▸ Data for processing

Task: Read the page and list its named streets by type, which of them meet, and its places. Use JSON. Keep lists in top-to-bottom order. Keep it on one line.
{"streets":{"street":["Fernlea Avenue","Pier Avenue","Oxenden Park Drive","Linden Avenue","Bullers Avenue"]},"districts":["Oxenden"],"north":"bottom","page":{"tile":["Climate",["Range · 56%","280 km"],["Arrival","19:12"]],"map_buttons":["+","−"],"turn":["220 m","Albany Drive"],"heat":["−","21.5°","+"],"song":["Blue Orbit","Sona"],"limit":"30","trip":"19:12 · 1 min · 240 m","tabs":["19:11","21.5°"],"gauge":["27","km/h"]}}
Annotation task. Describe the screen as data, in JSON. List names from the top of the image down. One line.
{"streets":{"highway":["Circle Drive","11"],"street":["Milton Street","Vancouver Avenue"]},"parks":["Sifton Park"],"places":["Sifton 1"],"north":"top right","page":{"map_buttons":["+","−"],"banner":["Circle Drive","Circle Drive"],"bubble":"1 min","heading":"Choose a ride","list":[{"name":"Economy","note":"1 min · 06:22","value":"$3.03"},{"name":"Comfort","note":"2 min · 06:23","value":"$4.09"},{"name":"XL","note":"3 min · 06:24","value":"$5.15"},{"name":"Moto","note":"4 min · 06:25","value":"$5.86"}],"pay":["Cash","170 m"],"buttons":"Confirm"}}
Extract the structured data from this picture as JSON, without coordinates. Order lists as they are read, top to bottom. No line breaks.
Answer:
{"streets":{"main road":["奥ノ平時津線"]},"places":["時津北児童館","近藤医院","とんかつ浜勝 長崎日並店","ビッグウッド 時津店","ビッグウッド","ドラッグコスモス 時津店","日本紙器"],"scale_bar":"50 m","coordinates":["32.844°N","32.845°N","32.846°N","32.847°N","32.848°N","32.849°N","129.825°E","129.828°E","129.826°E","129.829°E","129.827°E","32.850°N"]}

▸ Your instructions
Type the whole listing again, unaltered.

▸ Result for this exercise
Task: Read the page and list its named streets by type, which of them meet, and its places. Use JSON. Keep lists in top-to-bottom order. Keep it on one line.
{"streets":{"street":["Fernlea Avenue","Pier Avenue","Oxenden Park Drive","Linden Avenue","Bullers Avenue"]},"districts":["Oxenden"],"north":"bottom","page":{"tile":["Climate",["Range · 56%","280 km"],["Arrival","19:12"]],"map_buttons":["+","−"],"turn":["220 m","Albany Drive"],"heat":["−","21.5°","+"],"song":["Blue Orbit","Sona"],"limit":"30","trip":"19:12 · 1 min · 240 m","tabs":["19:11","21.5°"],"gauge":["27","km/h"]}}
Annotation task. Describe the screen as data, in JSON. List names from the top of the image down. One line.
{"streets":{"highway":["Circle Drive","11"],"street":["Milton Street","Vancouver Avenue"]},"parks":["Sifton Park"],"places":["Sifton 1"],"north":"top right","page":{"map_buttons":["+","−"],"banner":["Circle Drive","Circle Drive"],"bubble":"1 min","heading":"Choose a ride","list":[{"name":"Economy","note":"1 min · 06:22","value":"$3.03"},{"name":"Comfort","note":"2 min · 06:23","value":"$4.09"},{"name":"XL","note":"3 min · 06:24","value":"$5.15"},{"name":"Moto","note":"4 min · 06:25","value":"$5.86"}],"pay":["Cash","170 m"],"buttons":"Confirm"}}
Extract the structured data from this picture as JSON, without coordinates. Order lists as they are read, top to bottom. No line breaks.
Answer:
{"streets":{"main road":["奥ノ平時津線"]},"places":["時津北児童館","近藤医院","とんかつ浜勝 長崎日並店","ビッグウッド 時津店","ビッグウッド","ドラッグコスモス 時津店","日本紙器"],"scale_bar":"50 m","coordinates":["32.844°N","32.845°N","32.846°N","32.847°N","32.848°N","32.849°N","129.825°E","129.828°E","129.826°E","129.829°E","129.827°E","32.850°N"]}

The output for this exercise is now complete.